Raising the barometer 35 meters lowers the pressure 4.2/1035 or 0.4%.
zoegab said:here is another way with a different answer
change in pressure , Δp = ρgh
where,
ρ = density of medium = 1.184 kg/m3 (for air at 250 c)
g = acc due to gravity = 9.8 m/s2
h = height change = 35 m
=> Δp = 1.184*9.8*35 = 406.112 pa
1 atm = 101325 pa
=> 1 pa = 1/101325 atm
=> 406.112 pa = 406.112/101325 = 0.004 atm (approx)
ZoeGab said:take a look at this; where did I go wrong this time
ρgh = 1.15kg/m3*9.8*35 = 389.4*10-5 Pa
Pressure in physics is defined as the amount of force applied per unit area.
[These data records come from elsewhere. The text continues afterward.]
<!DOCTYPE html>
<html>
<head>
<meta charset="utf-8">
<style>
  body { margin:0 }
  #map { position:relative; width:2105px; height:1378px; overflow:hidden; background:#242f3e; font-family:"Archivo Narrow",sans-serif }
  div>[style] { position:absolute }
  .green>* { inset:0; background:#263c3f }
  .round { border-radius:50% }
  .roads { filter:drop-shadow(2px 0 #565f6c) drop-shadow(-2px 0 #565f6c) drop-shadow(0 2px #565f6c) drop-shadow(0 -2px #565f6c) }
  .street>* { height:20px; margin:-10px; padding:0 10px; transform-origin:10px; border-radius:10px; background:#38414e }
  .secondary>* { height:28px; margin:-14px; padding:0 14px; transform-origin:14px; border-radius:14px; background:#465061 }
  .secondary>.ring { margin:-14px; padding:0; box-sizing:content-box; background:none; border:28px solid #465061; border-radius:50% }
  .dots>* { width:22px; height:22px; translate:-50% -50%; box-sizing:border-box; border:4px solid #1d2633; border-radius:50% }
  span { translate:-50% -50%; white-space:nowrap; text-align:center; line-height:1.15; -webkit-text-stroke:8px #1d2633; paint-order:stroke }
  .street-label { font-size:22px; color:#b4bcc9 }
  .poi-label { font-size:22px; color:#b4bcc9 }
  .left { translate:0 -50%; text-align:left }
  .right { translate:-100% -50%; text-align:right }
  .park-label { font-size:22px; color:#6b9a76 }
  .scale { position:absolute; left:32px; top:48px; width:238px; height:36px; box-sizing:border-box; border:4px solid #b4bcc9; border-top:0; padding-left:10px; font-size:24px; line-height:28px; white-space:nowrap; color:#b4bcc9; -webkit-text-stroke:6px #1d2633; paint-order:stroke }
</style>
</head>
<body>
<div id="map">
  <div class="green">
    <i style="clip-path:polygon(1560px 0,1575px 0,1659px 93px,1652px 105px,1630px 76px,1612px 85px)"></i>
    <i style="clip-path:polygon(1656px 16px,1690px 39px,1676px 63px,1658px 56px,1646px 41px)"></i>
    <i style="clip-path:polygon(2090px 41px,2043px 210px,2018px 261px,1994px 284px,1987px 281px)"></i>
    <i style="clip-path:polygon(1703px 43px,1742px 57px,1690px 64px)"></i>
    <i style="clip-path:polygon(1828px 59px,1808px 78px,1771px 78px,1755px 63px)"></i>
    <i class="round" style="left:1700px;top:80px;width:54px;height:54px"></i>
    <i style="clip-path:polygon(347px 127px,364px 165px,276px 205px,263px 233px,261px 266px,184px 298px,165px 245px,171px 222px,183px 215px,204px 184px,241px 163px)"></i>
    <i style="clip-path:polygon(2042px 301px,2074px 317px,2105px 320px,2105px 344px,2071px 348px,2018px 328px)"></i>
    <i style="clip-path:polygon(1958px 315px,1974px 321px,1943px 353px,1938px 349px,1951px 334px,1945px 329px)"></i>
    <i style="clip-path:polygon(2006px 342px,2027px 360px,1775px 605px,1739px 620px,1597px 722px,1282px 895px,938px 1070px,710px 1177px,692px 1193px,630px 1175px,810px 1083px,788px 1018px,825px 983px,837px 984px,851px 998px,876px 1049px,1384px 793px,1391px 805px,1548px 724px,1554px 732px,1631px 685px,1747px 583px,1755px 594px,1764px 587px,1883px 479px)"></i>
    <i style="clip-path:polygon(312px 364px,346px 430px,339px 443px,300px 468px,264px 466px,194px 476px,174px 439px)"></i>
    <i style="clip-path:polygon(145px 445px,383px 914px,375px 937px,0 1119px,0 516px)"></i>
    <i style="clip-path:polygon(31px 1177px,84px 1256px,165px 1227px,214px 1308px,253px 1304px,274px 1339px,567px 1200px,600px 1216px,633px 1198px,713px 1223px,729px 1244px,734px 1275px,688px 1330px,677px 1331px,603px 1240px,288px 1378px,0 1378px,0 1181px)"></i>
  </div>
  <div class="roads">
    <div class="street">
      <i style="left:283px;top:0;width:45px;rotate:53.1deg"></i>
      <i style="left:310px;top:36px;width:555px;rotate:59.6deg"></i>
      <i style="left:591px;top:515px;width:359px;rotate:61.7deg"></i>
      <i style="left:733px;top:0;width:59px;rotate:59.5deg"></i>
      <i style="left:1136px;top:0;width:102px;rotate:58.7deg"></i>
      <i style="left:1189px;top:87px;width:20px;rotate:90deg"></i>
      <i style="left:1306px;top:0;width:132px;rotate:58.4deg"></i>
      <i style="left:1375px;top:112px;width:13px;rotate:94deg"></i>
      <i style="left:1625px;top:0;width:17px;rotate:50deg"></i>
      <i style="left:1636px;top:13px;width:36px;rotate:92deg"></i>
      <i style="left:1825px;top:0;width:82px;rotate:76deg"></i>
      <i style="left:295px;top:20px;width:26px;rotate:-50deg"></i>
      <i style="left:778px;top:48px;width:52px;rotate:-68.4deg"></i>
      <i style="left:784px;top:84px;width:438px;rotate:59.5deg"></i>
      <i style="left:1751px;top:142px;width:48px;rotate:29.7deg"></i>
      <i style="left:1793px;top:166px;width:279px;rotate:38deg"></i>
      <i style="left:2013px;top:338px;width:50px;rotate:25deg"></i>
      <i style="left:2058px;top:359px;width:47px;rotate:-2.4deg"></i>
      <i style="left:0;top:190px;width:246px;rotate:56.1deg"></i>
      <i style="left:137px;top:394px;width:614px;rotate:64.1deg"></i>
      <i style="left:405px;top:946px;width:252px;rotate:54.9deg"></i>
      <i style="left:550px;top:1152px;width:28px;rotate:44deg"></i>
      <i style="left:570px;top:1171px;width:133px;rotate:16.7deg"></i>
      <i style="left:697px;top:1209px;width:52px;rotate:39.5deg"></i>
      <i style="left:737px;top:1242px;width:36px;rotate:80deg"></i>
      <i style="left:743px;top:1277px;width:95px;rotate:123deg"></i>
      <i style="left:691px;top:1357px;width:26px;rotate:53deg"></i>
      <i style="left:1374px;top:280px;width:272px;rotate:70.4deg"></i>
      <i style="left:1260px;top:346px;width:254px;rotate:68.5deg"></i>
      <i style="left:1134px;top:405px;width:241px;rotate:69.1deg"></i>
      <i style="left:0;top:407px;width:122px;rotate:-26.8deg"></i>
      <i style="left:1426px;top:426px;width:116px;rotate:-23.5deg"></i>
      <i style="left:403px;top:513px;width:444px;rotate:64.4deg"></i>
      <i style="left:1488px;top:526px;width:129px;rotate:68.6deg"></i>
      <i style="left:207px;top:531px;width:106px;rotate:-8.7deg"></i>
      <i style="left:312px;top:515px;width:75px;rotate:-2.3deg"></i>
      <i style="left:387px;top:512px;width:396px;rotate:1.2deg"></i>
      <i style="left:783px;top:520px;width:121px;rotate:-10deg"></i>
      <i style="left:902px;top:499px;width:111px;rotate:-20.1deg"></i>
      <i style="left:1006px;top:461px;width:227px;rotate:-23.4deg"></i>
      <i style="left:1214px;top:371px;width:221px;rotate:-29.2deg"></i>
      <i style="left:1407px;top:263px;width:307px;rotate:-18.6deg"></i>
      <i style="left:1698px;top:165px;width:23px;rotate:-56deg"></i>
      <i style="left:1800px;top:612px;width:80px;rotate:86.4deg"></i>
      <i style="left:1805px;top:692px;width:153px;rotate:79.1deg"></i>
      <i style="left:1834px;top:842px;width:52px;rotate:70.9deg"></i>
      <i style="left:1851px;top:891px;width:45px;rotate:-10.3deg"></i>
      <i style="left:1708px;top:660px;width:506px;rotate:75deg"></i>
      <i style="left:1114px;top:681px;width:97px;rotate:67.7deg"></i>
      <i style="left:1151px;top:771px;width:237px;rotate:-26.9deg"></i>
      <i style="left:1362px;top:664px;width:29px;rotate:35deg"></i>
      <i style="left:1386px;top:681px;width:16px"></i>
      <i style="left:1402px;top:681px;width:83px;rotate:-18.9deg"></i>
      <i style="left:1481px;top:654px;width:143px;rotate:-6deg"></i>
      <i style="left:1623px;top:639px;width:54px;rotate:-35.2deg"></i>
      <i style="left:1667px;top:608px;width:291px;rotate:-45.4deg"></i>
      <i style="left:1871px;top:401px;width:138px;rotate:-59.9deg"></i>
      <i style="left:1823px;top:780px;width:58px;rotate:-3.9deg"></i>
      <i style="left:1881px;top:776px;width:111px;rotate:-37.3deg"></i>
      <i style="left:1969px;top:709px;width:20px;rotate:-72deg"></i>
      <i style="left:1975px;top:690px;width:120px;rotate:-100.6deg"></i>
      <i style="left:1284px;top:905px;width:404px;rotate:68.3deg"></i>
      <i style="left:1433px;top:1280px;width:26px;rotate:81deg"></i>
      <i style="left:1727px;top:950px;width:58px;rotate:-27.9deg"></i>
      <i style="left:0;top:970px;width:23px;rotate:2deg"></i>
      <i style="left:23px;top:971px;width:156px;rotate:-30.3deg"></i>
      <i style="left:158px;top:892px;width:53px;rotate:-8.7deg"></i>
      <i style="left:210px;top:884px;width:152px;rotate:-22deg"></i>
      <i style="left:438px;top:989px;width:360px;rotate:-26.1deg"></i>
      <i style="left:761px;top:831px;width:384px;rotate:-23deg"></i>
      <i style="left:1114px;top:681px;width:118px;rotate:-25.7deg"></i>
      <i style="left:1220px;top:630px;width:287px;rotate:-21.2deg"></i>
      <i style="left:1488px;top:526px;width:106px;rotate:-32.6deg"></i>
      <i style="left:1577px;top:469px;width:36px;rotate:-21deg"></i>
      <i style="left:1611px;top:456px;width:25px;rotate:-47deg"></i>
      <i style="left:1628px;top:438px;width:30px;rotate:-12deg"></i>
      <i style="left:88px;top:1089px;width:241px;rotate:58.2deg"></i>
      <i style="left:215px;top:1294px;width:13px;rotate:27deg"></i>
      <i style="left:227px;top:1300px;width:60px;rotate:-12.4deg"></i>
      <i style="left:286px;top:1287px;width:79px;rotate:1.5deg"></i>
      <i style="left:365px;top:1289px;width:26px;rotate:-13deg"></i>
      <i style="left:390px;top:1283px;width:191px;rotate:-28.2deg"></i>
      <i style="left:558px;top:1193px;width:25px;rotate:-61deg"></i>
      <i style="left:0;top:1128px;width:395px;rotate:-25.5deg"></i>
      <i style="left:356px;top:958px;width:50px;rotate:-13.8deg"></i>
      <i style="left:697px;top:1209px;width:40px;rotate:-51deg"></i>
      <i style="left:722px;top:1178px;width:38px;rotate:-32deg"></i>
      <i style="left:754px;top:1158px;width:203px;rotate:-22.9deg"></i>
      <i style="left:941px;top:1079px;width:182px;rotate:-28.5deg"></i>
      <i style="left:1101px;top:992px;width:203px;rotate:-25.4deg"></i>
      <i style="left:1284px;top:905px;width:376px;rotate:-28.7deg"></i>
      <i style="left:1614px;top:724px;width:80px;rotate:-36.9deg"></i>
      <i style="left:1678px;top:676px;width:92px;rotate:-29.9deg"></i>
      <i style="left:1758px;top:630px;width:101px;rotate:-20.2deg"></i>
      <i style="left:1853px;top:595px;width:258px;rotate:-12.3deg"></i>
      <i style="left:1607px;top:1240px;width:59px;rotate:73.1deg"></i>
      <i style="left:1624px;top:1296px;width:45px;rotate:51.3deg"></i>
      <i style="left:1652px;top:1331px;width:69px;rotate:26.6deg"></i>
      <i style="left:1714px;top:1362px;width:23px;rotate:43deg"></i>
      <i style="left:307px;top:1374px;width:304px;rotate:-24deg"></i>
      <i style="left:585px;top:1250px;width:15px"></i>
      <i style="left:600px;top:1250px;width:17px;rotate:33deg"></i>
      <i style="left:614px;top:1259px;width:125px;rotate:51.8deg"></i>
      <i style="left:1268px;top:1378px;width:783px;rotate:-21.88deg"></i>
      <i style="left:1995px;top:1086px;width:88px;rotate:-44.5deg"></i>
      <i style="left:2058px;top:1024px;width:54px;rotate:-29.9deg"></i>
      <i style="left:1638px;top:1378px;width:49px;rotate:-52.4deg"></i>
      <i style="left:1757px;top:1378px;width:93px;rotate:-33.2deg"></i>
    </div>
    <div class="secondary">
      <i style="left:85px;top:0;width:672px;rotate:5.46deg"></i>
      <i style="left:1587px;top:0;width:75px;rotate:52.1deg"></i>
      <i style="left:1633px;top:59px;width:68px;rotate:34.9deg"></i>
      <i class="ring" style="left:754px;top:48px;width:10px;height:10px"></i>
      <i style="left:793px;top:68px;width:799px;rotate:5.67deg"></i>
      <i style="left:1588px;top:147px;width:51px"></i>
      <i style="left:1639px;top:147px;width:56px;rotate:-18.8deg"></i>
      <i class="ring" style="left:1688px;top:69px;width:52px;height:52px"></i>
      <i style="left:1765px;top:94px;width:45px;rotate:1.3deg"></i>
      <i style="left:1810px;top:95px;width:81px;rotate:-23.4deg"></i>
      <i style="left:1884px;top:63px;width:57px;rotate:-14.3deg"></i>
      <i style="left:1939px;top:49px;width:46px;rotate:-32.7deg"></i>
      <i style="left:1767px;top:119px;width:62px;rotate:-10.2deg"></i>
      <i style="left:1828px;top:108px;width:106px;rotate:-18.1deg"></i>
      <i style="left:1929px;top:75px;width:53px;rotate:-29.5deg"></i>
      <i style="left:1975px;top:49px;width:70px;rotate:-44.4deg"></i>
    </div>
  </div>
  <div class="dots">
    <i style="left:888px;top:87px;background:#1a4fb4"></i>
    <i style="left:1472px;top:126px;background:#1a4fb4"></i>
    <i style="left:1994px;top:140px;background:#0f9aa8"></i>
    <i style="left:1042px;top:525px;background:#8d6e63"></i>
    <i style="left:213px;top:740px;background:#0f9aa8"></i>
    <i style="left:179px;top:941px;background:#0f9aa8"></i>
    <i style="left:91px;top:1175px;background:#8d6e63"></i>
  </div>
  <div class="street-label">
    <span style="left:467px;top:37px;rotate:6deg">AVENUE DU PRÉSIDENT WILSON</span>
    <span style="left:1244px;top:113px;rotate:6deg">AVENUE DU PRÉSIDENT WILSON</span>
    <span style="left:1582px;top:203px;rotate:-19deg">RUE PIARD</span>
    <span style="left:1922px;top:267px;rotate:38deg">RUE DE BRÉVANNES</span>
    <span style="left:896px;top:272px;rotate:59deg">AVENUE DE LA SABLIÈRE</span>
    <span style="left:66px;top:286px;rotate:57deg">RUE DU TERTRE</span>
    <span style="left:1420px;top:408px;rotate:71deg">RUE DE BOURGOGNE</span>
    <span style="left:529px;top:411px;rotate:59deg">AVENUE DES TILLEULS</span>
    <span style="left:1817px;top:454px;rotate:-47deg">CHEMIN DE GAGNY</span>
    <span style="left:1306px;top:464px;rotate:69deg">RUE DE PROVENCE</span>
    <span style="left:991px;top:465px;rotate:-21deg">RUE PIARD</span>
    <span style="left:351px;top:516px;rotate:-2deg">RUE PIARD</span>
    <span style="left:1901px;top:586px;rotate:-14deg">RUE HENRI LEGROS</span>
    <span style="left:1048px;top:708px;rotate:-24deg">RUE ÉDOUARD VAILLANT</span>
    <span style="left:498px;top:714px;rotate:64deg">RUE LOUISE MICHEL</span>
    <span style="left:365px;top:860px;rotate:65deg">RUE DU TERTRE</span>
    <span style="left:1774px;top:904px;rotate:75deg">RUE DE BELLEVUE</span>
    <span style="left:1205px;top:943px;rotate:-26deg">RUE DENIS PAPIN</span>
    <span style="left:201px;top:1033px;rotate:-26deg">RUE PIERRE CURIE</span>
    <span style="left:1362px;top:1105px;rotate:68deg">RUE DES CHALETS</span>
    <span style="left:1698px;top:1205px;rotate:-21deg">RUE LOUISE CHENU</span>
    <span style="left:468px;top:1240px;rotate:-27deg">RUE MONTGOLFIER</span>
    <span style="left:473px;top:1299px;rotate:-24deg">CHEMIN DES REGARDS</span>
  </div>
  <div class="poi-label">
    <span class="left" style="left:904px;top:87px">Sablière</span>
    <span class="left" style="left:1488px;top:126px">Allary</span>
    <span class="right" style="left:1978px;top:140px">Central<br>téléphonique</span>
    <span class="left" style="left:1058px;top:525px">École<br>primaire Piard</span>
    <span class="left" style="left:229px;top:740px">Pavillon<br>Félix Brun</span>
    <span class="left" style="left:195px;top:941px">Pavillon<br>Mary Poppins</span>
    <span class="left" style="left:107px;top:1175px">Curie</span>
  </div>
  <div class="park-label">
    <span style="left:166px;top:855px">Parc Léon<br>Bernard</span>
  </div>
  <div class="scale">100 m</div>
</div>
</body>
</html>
It is typically measured in units of pascals (Pa) or newtons per square meter (N/m^2).
Pascal's principle, also known as the principle of transmission of fluid-pressure, states that a change in pressure at any point in a confined fluid is transmitted equally to all parts of the fluid. This principle is the basis for many hydraulic systems.
Pressure can affect objects by exerting a force on them. This force can cause objects to change shape, move, or even break. Objects with larger surface areas are more affected by pressure than those with smaller surface areas.
Pascal's principle has many real-life applications, such as hydraulic car brakes, hydraulic lifts, and hydraulic jacks. It is also used in devices such as syringes, hydraulic presses, and hydraulic turbines.
Pressure increases with depth in a fluid due to the weight of the fluid above pushing down. This is known as hydrostatic pressure. The equation for hydrostatic pressure is P = ρgh, where P is pressure, ρ is the density of the fluid, g is the acceleration due to gravity, and h is the depth.